» **TASK**: Each line from the one containing "Summarize the content" to the end of the entries below must be restated exactly, and no other line should appear.

» **RECORDS SHOWN**:
☆ ☆ ☆

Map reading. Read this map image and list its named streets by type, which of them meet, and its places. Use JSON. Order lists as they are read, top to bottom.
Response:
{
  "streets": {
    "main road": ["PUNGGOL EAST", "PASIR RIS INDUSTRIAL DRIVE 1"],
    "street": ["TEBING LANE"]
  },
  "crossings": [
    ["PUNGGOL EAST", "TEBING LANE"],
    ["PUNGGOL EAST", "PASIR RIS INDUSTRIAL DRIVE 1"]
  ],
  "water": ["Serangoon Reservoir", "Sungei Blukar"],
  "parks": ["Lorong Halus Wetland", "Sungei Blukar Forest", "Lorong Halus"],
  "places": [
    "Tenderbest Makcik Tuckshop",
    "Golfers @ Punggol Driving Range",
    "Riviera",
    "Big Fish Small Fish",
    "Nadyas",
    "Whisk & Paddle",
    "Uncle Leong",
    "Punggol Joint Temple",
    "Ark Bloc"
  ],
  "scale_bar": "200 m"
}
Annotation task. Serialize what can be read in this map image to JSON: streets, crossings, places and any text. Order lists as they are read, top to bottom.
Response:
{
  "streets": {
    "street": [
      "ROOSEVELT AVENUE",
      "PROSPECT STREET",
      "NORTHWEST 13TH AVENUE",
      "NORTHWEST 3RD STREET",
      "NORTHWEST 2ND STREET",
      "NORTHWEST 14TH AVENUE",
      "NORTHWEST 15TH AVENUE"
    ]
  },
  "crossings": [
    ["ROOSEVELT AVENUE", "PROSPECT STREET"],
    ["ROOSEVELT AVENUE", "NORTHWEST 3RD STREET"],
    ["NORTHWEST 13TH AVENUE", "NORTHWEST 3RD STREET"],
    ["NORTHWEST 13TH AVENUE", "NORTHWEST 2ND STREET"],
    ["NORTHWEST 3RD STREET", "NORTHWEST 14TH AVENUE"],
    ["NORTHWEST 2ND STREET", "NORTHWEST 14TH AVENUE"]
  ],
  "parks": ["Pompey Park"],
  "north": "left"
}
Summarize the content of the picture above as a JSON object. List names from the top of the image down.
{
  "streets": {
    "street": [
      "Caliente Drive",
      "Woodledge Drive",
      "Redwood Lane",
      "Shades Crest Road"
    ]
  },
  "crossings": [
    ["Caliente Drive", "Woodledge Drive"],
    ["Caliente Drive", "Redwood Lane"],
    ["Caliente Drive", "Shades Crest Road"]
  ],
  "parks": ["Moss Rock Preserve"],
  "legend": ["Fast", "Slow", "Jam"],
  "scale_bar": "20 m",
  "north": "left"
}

☆ ☆ ☆

» **RESPONSE BELOW**:
Summarize the content of the picture above as a JSON object. List names from the top of the image down.
{
  "streets": {
    "street": [
      "Caliente Drive",
      "Woodledge Drive",
      "Redwood Lane",
      "Shades Crest Road"
    ]
  },
  "crossings": [
    ["Caliente Drive", "Woodledge Drive"],
    ["Caliente Drive", "Redwood Lane"],
    ["Caliente Drive", "Shades Crest Road"]
  ],
  "parks": ["Moss Rock Preserve"],
  "legend": ["Fast", "Slow", "Jam"],
  "scale_bar": "20 m",
  "north": "left"
}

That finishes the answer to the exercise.